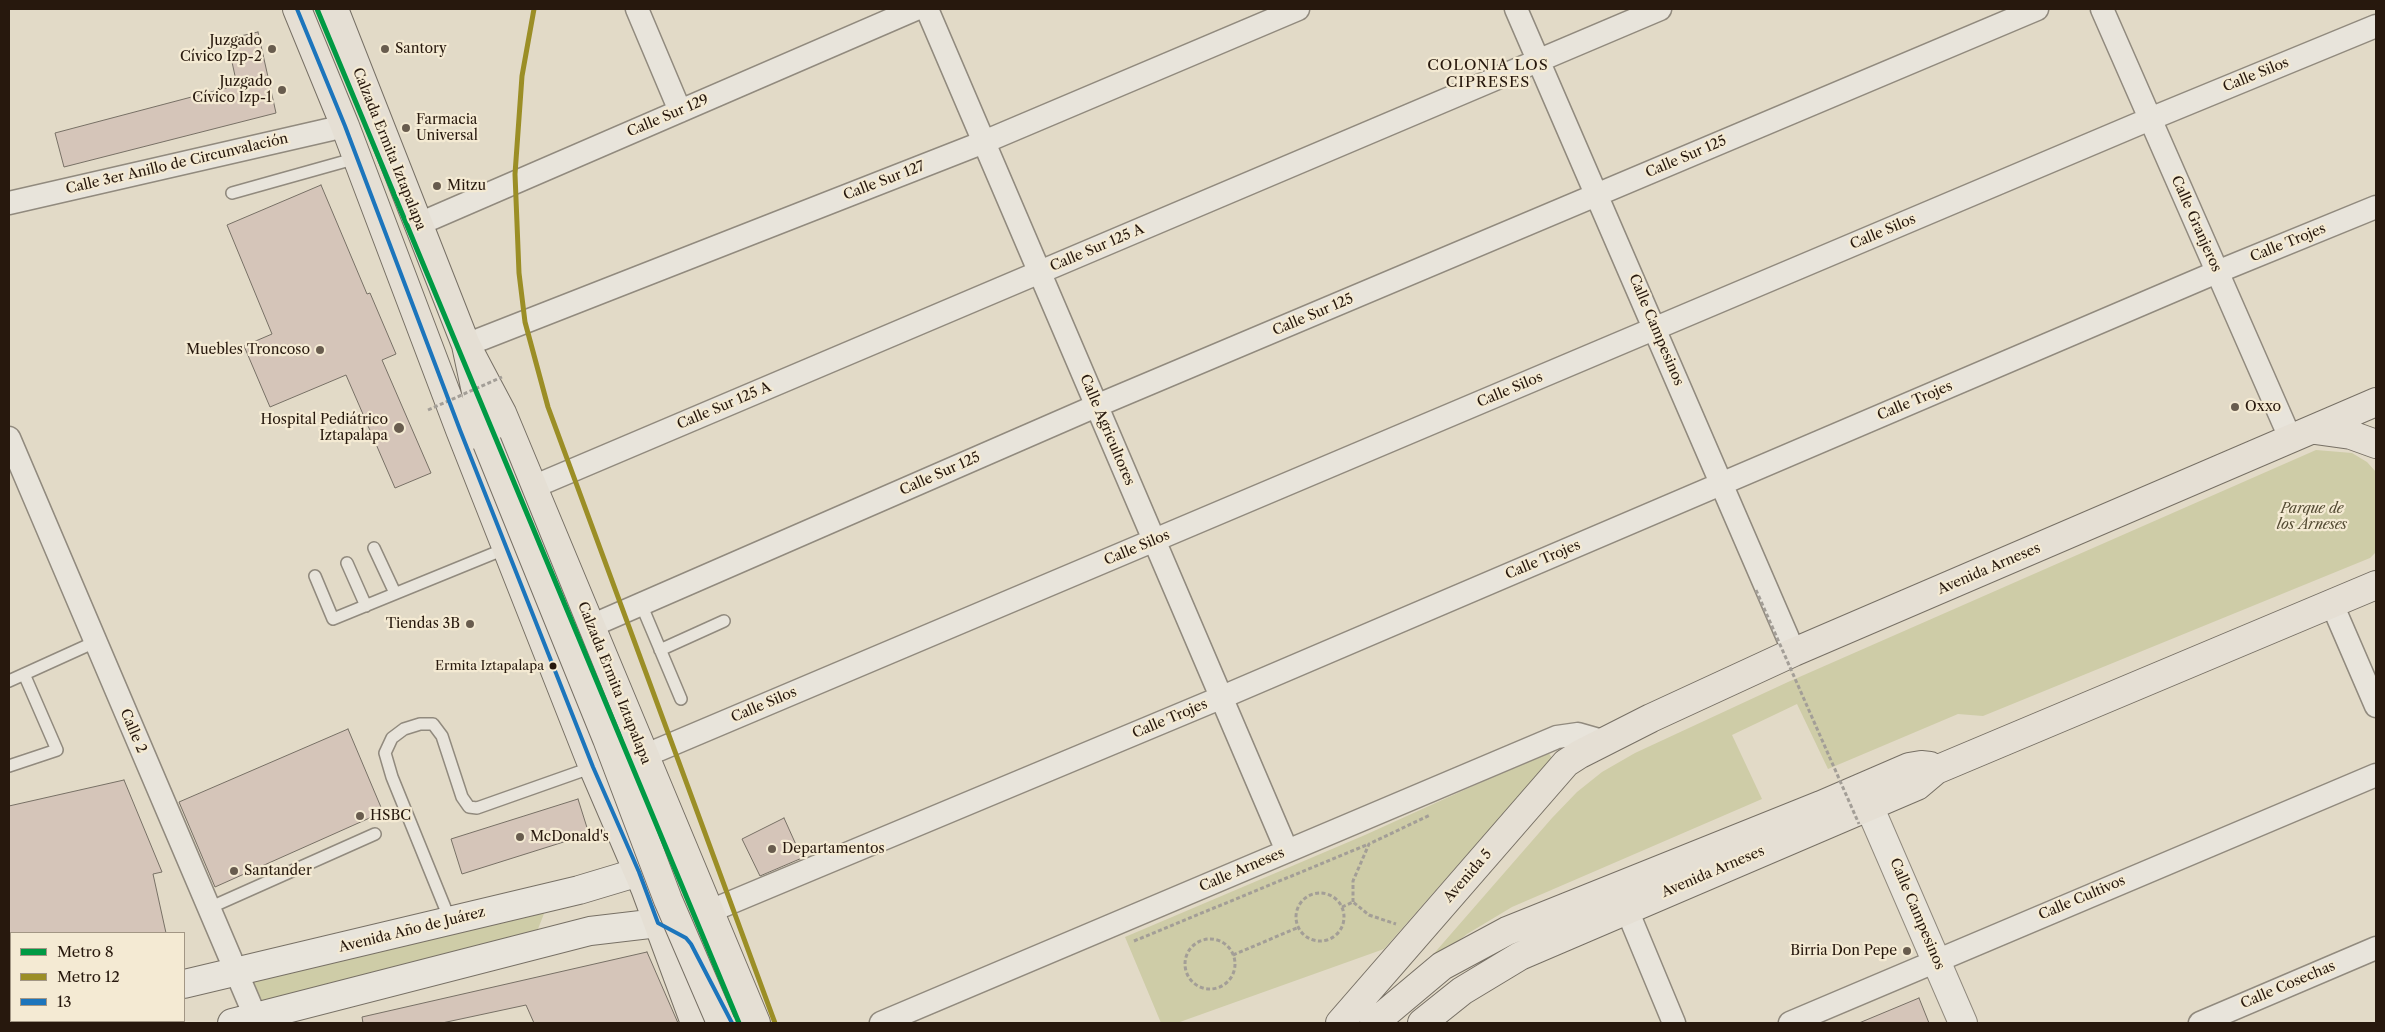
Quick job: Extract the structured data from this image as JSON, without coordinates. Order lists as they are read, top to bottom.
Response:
+++
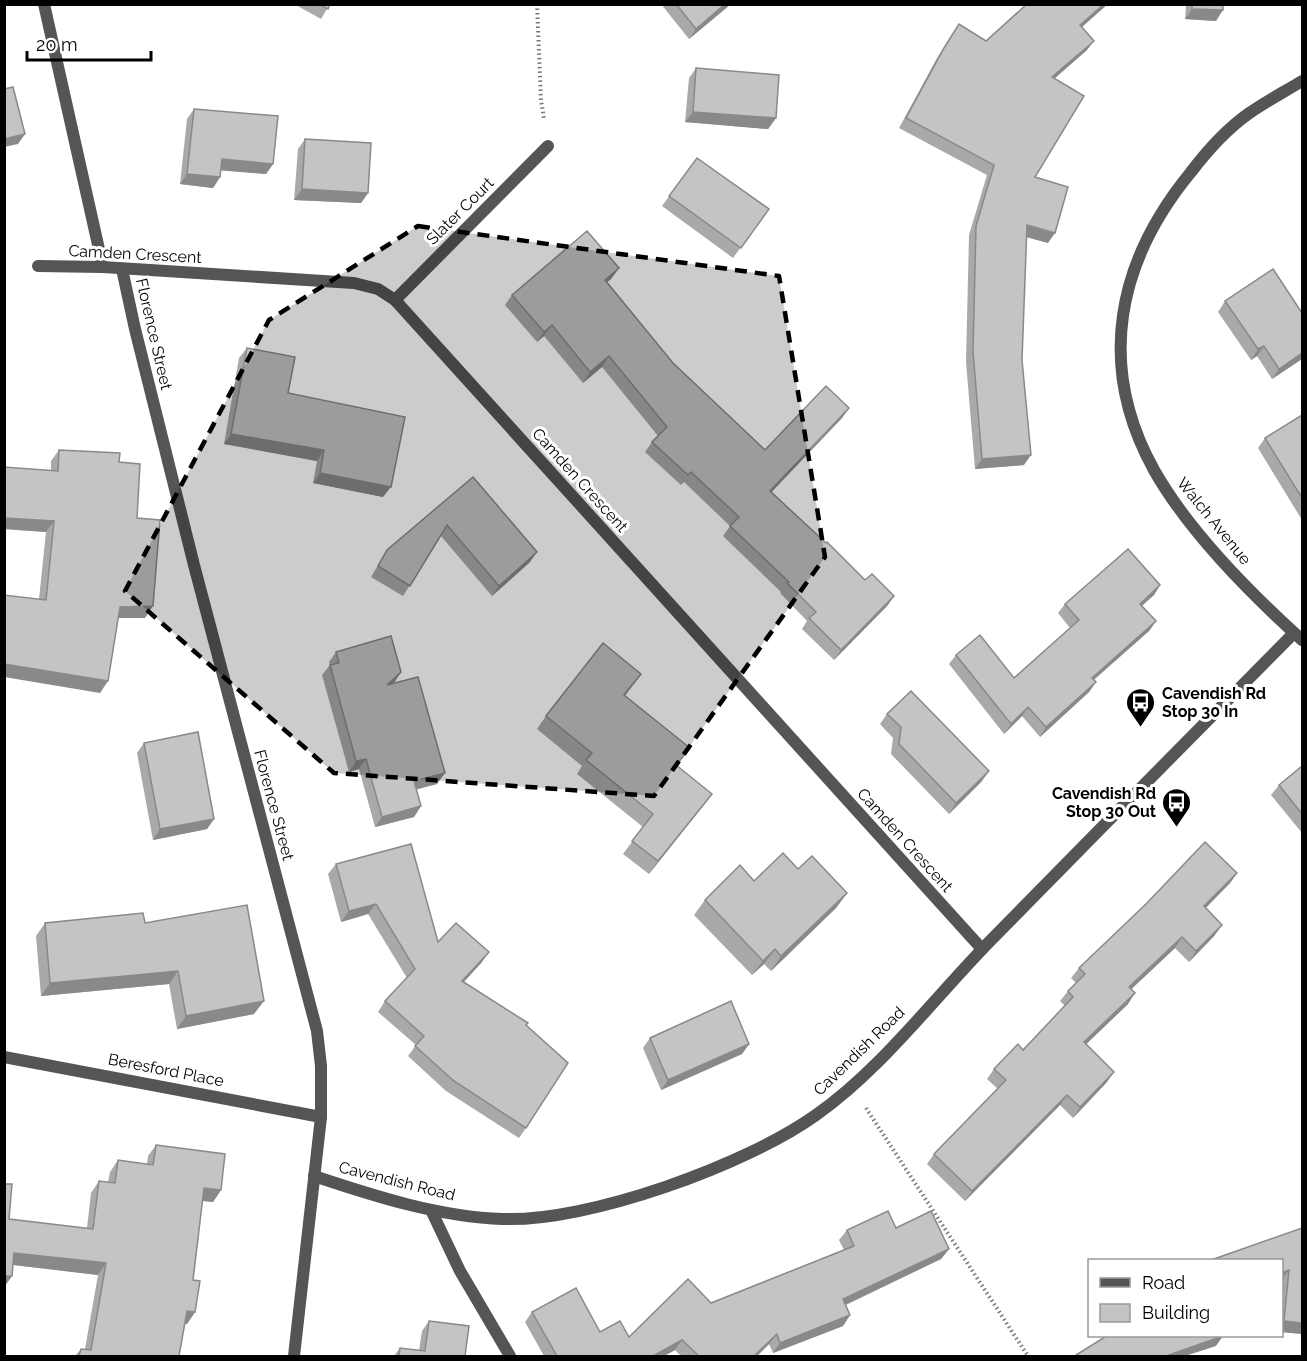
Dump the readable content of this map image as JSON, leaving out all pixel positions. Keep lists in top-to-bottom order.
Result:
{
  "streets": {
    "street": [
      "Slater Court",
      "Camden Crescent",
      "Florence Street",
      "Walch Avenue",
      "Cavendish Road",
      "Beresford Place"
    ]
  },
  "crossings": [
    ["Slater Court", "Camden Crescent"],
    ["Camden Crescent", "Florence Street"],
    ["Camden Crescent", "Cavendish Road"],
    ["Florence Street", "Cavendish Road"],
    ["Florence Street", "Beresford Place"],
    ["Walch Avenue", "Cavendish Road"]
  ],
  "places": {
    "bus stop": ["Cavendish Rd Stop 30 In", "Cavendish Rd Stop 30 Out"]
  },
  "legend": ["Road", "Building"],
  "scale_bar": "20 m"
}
+++
» ASSIGNMENT
Copy out all lines of the material containing the word "image".

» SOLUTION BELOW
Quick job: Extract the structured data from this image as JSON, without coordinates. Order lists as they are read, top to bottom.
Dump the readable content of this map image as JSON, leaving out all pixel positions. Keep lists in top-to-bottom order.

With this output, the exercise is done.